Furthermore, the military has an exemplary (again, not perfect, but still pretty good) record of fealty to civilian control.  Certainly a far better record than police unions, who are openly contemptuous of civilian politicians and review boards even when they don’t outright defy them.  The recent rampages of police forces in our cities dramatically show how fully the police currently operate as an unchecked force beholden only to itself.

The simplest way to put this: the military does not, generally, think of itself as an embattled group of men/women at odds with the society they are supposed to serve.  Rather, soldiers generally experience their service as an alignment with that society.  But the police now seem to exist (at least in our largest cities) in a state of permanent aggrievement.  Their response has been to double down on their defiance of anyone outside their own ranks who tries to direct the terms of their service.

Finally, on a somewhat unrelated point, I never see anyone tie our police violence problem to the lack of gun control.  But surely the police are (at least in part) so trigger happy because they have to assume that everyone they encounter is a potential gun holder.  Back when our politics was sane in the 1990s, police departments were (again, not always, but in a fair number of cases) advocates for gun control measures.  They also participated in buy-back programs designed to get guns off the street.  But now that partisanship has overwhelmed sanity, police departments line up for policies that make their jobs more dangerous.

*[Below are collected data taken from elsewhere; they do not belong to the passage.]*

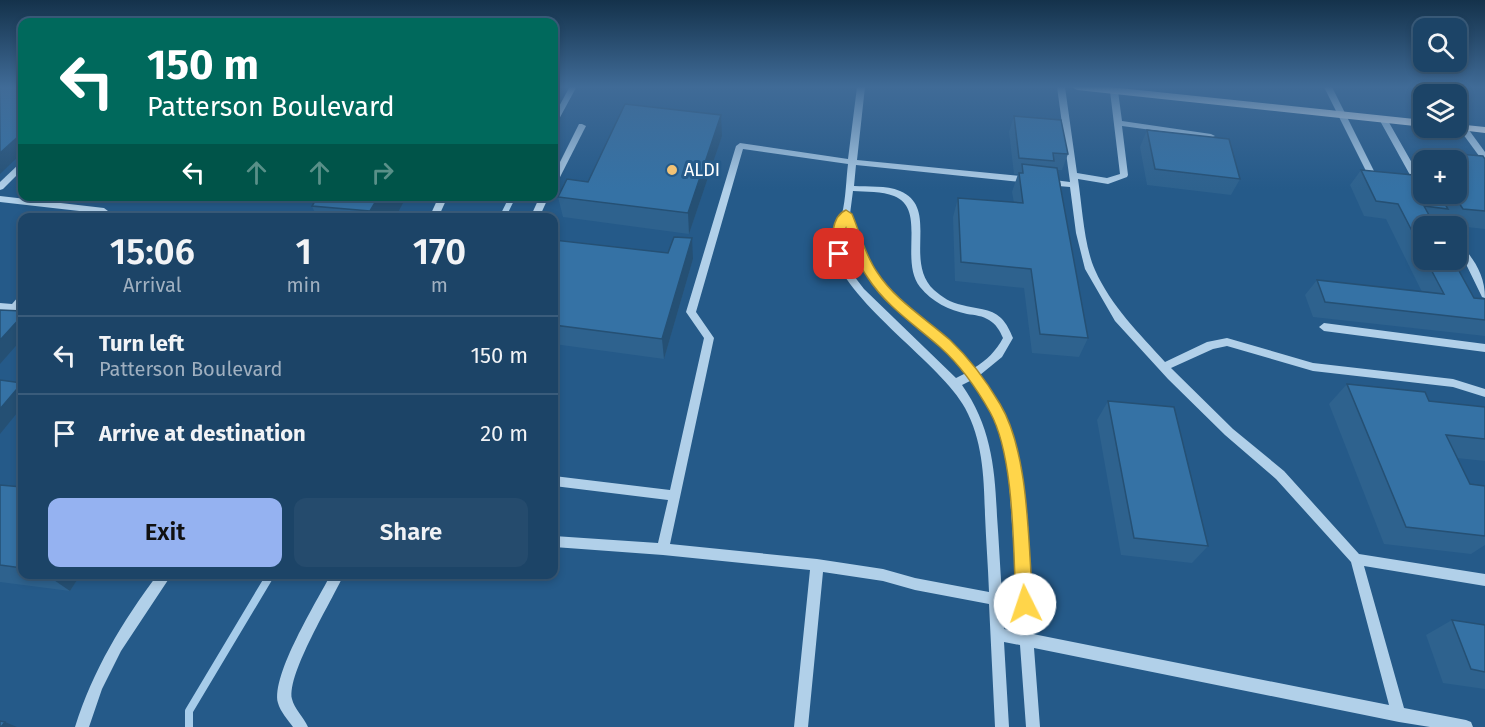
<!DOCTYPE html>
<meta charset="utf-8">
<style>
body{margin:0;font-family:"Fira Sans",sans-serif;background:#254b6d;color:#f1f3f6;height:100vh;display:flex;flex-direction:column;font-size:22px;white-space:nowrap}
*{box-sizing:border-box;margin:0}
p{font-size:20px;color:#a0b0c0}
.icon{flex:none;width:33px;height:33px;fill:none;stroke:currentColor;stroke-width:2;stroke-linecap:round;stroke-linejoin:round}
.map{position:relative;flex:1;overflow:hidden}
.side{position:absolute;left:18px;top:213px;width:540px;height:366px;display:flex;flex-direction:column;background:#1c4467;border-radius:12px;box-shadow:0 3px 9px #0003,0 0 0 2px #3a5c7b}
.side>*{flex:none}
.guide{position:absolute;left:18px;top:18px;width:540px;height:183px;border-radius:12px;box-shadow:0 3px 9px #0003,0 0 0 2px #3a5c7b;background:#00695c;color:#fff;overflow:hidden}
.buttons{position:absolute;left:1413px;top:18px;display:grid;gap:12px}
.buttons a{display:grid;place-items:center;width:54px;height:54px;border-radius:12px;background:#1c4467;box-shadow:0 3px 9px #0003,0 0 0 2px #3a5c7b;font-size:30px}
.pin{position:absolute;display:grid;place-items:center;width:51px;height:51px;color:#fff;margin:-26px;border-radius:12px;box-shadow:0 3px 9px #0006}
.me{position:absolute;width:66px;margin:-33px;rotate:356deg;stroke-linejoin:round;filter:drop-shadow(0 0 4px #0008)}
.turn{display:flex;align-items:center;gap:21px;height:126px;padding:0 30px;font-size:27px}
.turn .icon{width:78px;height:78px;stroke-width:2.5}
.turn b{display:block;font-size:42px;line-height:51px}
.lanes{display:flex;align-items:center;height:57px;padding:0 30px;background:#0003;justify-content:center;gap:30px;direction:ltr}
.lanes .off{opacity:.35}
.eta{display:flex;justify-content:space-evenly;align-items:center;height:102px;text-align:center}
.eta b{font-size:36px;font-weight:600;line-height:42px}
.cta{display:flex;gap:12px;margin-top:auto;padding:12px 30px}
.cta a{flex:1;height:69px;border-radius:12px;background:#95b2f1;color:#111;font-size:24px;font-weight:600;line-height:69px;text-align:center}
.cta a+a{background:#254b6d;color:#f1f3f6}
ul{padding:0;list-style:none}
li{display:flex;align-items:center;gap:18px;height:78px;padding:0 30px;border-top:2px solid #3a5c7b}
li div{flex:1}
li b{display:block;font-size:22px}
li em{font-style:normal}
.map>svg:first-child{display:block}
.lines{fill:none;stroke-linecap:round;stroke-linejoin:round}
.stream-far1{stroke:#a6ccea;stroke-width:6}
.stream{stroke:#a6ccea;stroke-width:8}
.minor{fill:#b1d0e9;fill-rule:evenodd}
.major{fill:#f4f9fe;fill-rule:evenodd}
.wall{fill:#2e628e}
.shaded-wall{fill:#255074}
.building{fill:#3572a5;stroke:#255074;stroke-width:1.5}
.route{fill:#ffd54a;stroke:#a68a30;stroke-width:1.5}
.poi-dot{fill:#f3c375;stroke:#255a89;stroke-width:2}
.labels{text-anchor:middle;dominant-baseline:central;stroke-width:6;stroke-linejoin:round;paint-order:stroke}
.poi-label{font-size:18px;fill:#fff;stroke:#255a89;text-anchor:start}
</style>
<div class="map">
<svg width="1485" height="727" viewBox="0 0 1485 727">
<rect width="100%" height="100%" fill="#255a89"/>
<g class="lines">
<g class="stream-far1">
<polyline points="554,122 573,87"/>
<polyline points="502,218 513,196"/>
</g>
<polyline class="stream" points="189,727 189,711 271,574"/>
<g class="minor">
<path d="M857,87H865L857,160L1030,177L1034,180L1030,183L856,165L854,186C868,187 886,185 900,191C940,208 903,261 934,290C942,297 951,303 962,305C975,309 991,308 1001,318C1007,324 1010,331 1013,338L1002,357L980,375C1019,427 1020,472 1025,533C1028,567 1030,601 1033,634L1389,705L1351,562L1276,479L1225,435L1168,379L1115,321L1085,269L1076,233L1070,187L1046,185L1042,182L1046,179L1070,182L1057,87H1065L1077,173L1107,178L1120,174L1110,91L1114,89L1118,91L1122,121L1211,134L1215,136L1211,138L1122,126L1128,175L1127,177L1108,184L1078,179C1082,205 1084,246 1095,270C1111,306 1139,333 1165,362L1207,342L1227,338L1313,363L1453,379L1485,389V397L1453,387L1313,371L1227,346L1213,349L1171,368L1233,429L1284,471L1359,554L1485,574V586L1364,566L1404,708L1466,720L1471,722L1473,727H1430L1399,722L1034,648L1040,727H1026L1020,645L1004,642L1009,727H995L989,604L915,590L883,581L823,572L808,727H794L810,570L663,555L554,547V536L658,543L668,500L554,486V476L670,490L704,338L686,312L736,146L740,143L848,159ZM743,149L848,164C846,180 846,198 842,214C840,221 833,227 832,235C825,290 939,359 965,408C983,441 984,478 985,515C986,540 988,566 989,592L915,578L883,569L817,559L670,544L714,338L696,312ZM853,191C866,192 882,191 894,196C927,209 899,260 920,287C932,302 949,310 967,314C975,315 983,316 989,320C996,324 1000,331 1003,338C996,351 987,360 974,368L948,340L901,301L876,275L866,254L850,214ZM846,225C853,243 858,263 870,280C896,316 937,339 966,373L956,378L864,289L851,272L844,254L842,234ZM972,380L995,418L1002,439L1008,466L1017,597L1002,594C1000,568 999,542 997,516C995,468 991,426 962,385ZM1002,607L1018,610L1019,632L1004,629Z"/>
<polygon points="1324,87 1332,87 1375,173 1384,174 1384,178 1369,177"/>
<polygon points="1380,117 1386,117 1387,119 1424,184 1424,194 1428,194 1427,195 1424,196 1420,193 1379,119"/>
<polygon points="579,124 582,124 586,126 558,181 554,184 554,174"/>
<polygon points="1460,126 1466,126 1485,152 1485,161 1482,160 1460,130"/>
<polygon points="22,163 22,170 3,189 0,190 0,182 19,164"/>
<polygon points="0,196 104,208 108,211 103,218 93,218 97,213 0,202"/>
<polygon points="439,196 448,196 438,218 429,218"/>
<polygon points="540,196 549,196 539,218 530,218"/>
<polygon points="1431,204 1434,205 1447,226 1439,226 1427,207"/>
<path d="M1456,241L1459,242C1474,259 1485,275 1485,298L1482,297L1464,260L1456,251Z"/>
<polygon points="19,296 22,296 22,305 18,311 0,311 0,303 12,304"/>
<polygon points="1324,323 1485,344 1485,352 1324,331 1319,327"/>
<path d="M158,574H172L121,651L102,689L89,727H75C93,670 122,622 158,574Z"/>
<path d="M331,574H344C332,601 287,673 292,699C294,708 304,718 308,727H293C288,720 280,711 278,703C271,675 317,601 331,574Z"/>
</g>
<g class="major">
<polygon points="1072,87 1110,87 1424,120 1424,127 1077,90"/>
<polygon points="1456,124 1485,127 1485,133 1452,129 1451,128 1456,128"/>
</g>
</g>
<g class="wall">
<polygon points="1014,116 1068,154 1062,170 1058,170 1088,338 1079,357 1032,353 1024,288 955,281 953,217 958,198 1014,203 1012,192 1018,174 1014,174 1009,132"/>
<polygon points="1147,130 1240,179 1231,195 1147,185 1140,147"/>
<polygon points="722,136 689,234 563,217 558,197 588,182"/>
<polygon points="1444,153 1485,159 1485,229 1449,225 1443,214 1435,224 1424,226 1424,260 1453,260 1474,298 1485,299 1485,336 1313,317 1305,295 1317,280 1422,292 1386,219 1364,216 1350,185 1361,170 1424,194 1456,194 1456,160 1438,160"/>
<polygon points="318,196 407,196 395,218 317,218 312,206"/>
<polygon points="554,240 693,259 664,359 554,344"/>
<polygon points="1347,384 1429,401 1485,407 1485,461 1457,458 1470,484 1485,486 1485,545 1471,554 1384,544 1329,404"/>
<polygon points="1108,401 1208,546 1192,563 1121,555 1097,420"/>
<polygon points="0,485 22,487 22,574 81,574 70,591 0,582"/>
<polygon points="1452,620 1485,625 1485,689 1443,683 1426,635"/>
</g>
<g class="shaded-wall">
<polygon points="721,115 722,136 689,234 688,213"/>
<polygon points="22,133 22,153 0,174 0,153"/>
<polygon points="379,196 407,196 395,218 373,218 370,211"/>
<polygon points="692,238 693,259 664,359 662,339"/>
<polygon points="22,316 22,339 0,364 0,340"/>
<polygon points="22,383 22,407 0,434 0,409"/>
<polygon points="45,574 81,574 70,591"/>
<polygon points="5,722 17,727 1,727"/>
</g>
<g class="building">
<polygon points="0,87 22,87 22,133 0,153"/>
<polygon points="625,104 721,115 688,213 558,197 567,179 588,182"/>
<polygon points="1014,116 1061,120 1068,154 1053,153 1054,161 1019,158"/>
<polygon points="1147,130 1229,139 1240,179 1155,169"/>
<polygon points="1444,153 1483,156 1485,159 1485,211 1463,209 1453,194 1456,194 1456,178 1460,179 1456,173 1456,160 1449,160"/>
<polygon points="1022,164 1057,168 1088,338 1040,334 1031,269 961,262 958,198 1023,203 1019,173 1023,173"/>
<polygon points="1361,170 1424,176 1424,194 1439,194 1448,209 1424,206 1435,226 1424,226 1424,254 1398,204 1376,201"/>
<polygon points="318,196 379,196 370,211 312,206"/>
<polygon points="674,237 692,238 662,339 554,325 554,310 558,299 554,298 554,240 668,253"/>
<polygon points="1426,260 1453,260 1474,298 1485,299 1485,320 1325,302 1317,280 1444,294"/>
<polygon points="0,310 22,311 22,316 0,340"/>
<polygon points="0,380 22,383 0,409"/>
<polygon points="1347,384 1425,392 1429,401 1485,407 1485,439 1446,435 1470,484 1485,486 1485,536 1406,527"/>
<polygon points="1108,401 1174,407 1208,546 1134,538"/>
<polygon points="0,485 22,487 22,568 0,565"/>
<polygon points="1452,620 1485,625 1485,672 1471,669"/>
<polygon points="0,721 5,722 1,727 0,727"/>
</g>
<linearGradient id="sky" x2="0" y2="1"><stop stop-color="#14324b"/><stop offset="0.46" stop-color="#406b97"/><stop offset="1" stop-color="#406b97" stop-opacity="0"/></linearGradient>
<rect width="1485" height="189" fill="url(#sky)"/>
<path class="route" d="M846,210L852,214C860,233 865,255 877,272C895,300 925,318 950,340C969,358 987,382 1000,404C1030,454 1028,546 1033,604L1031,610L1025,613L1019,610L1016,604C1013,551 1015,457 990,412C977,389 959,364 940,347C915,325 886,306 868,278C857,263 852,245 846,228L843,234L845,254L839,258L835,257C830,243 831,216 846,210Z"/>
<circle class="poi-dot" cx="672" cy="170" r="6"/>
<g class="labels">
<g class="poi-label">
<text x="684" y="170">ALDI</text>
</g>
</g>
</svg>
<div class="buttons">
<a><svg class="icon" aria-label="search" viewBox="0 0 24 24"><circle cx="10" cy="10" r="6"/><path d="M15 15l6 6"/></svg></a>
<a><svg class="icon" aria-label="layers" viewBox="0 0 24 24"><path d="M12 4l9 5-9 5-9-5zM3 14l9 5 9-5"/></svg></a>
<a>+</a>
<a>−</a>
</div>
<div class="pin" style="left:839px;top:254px;background:#d93025"><svg class="icon" aria-label="arrive" viewBox="0 0 24 24"><path d="M6 21V4h12l-3 4 3 4H6"/></svg></div>
<svg class="me" style="left:1025px;top:604px" viewBox="-20 -20 40 40"><circle r="19" fill="#fff"/><path d="M0-13L10 11 0 6-10 11z" fill="#ffd54a"/></svg>
<div class="guide">
<div class="turn"><svg class="icon" aria-label="left" viewBox="0 0 24 24"><path d="M17 20v-9H6M10 6l-5 5 5 5"/></svg><div><b>150 m</b>Patterson Boulevard</div></div>
<div class="lanes"><svg class="icon" aria-label="left" viewBox="0 0 24 24"><path d="M17 20v-9H6M10 6l-5 5 5 5"/></svg><svg class="icon off" aria-label="ahead" viewBox="0 0 24 24"><path d="M12 20V5M6 11l6-6 6 6"/></svg><svg class="icon off" aria-label="ahead" viewBox="0 0 24 24"><path d="M12 20V5M6 11l6-6 6 6"/></svg><svg class="icon off" aria-label="right" viewBox="0 0 24 24"><path d="M7 20v-9h11M14 6l5 5-5 5"/></svg></div>
</div>
<section class="side">
<div class="eta">
<div><b>15:06</b><p>Arrival</p></div>
<div><b>1</b><p>min</p></div>
<div><b>170</b><p>m</p></div>
</div>
<ul>
<li><svg class="icon" aria-label="left" viewBox="0 0 24 24"><path d="M17 20v-9H6M10 6l-5 5 5 5"/></svg><div><b>Turn left</b><p>Patterson Boulevard</p></div><em>150 m</em></li>
<li><svg class="icon" aria-label="arrive" viewBox="0 0 24 24"><path d="M6 21V4h12l-3 4 3 4H6"/></svg><div><b>Arrive at destination</b></div><em>20 m</em></li>
</ul>
<div class="cta"><a>Exit</a><a>Share</a></div>
</section>
</div>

It is worth noting as well that being a police officer is not especially dangerous compared to other occupations.  Here’s a link to the stats on that fact, with the police coming in as the 13th most dangerous job (in terms of fatalities).  https://www.businessinsider.com/the-most-dangerous-jobs-in-america-2018-7#10-first-line-supervisors-of-landscaping-lawn-service-and-grounds-keeping-workers-25

It is also astounding how many people our police forces kill.  I wish this number would get cited in news stories about the police. On average, about 80 people a month are killed by the police.  As of August 30th, 2020, 661 people have died at the hands of the police this year.  Here’s the stats for the last three and a half years: https://www.statista.com/statistics/585159/people-shot-to-death-by-us-police-by-month/

The failure to make these numbers known just goes hand-in-hand with the bad job our journalists do on just about every story—never asking the probing question, and never digging even slightly below the surface of any story to give readers/listeners the facts necessary to even begin to understand it.

What I have to say here does not override, but exists in a complementary relation, to other proposals about police reform.  The relation of the police to civilian control and to the communities they serve requires a drastic overhaul, while some of the duties currently handled by the police need to be taken out of their hands.  But so long as we are going to have armed police officers on our streets, we need a drastic improvement of the training we give those officers in the handling and use of those weapons.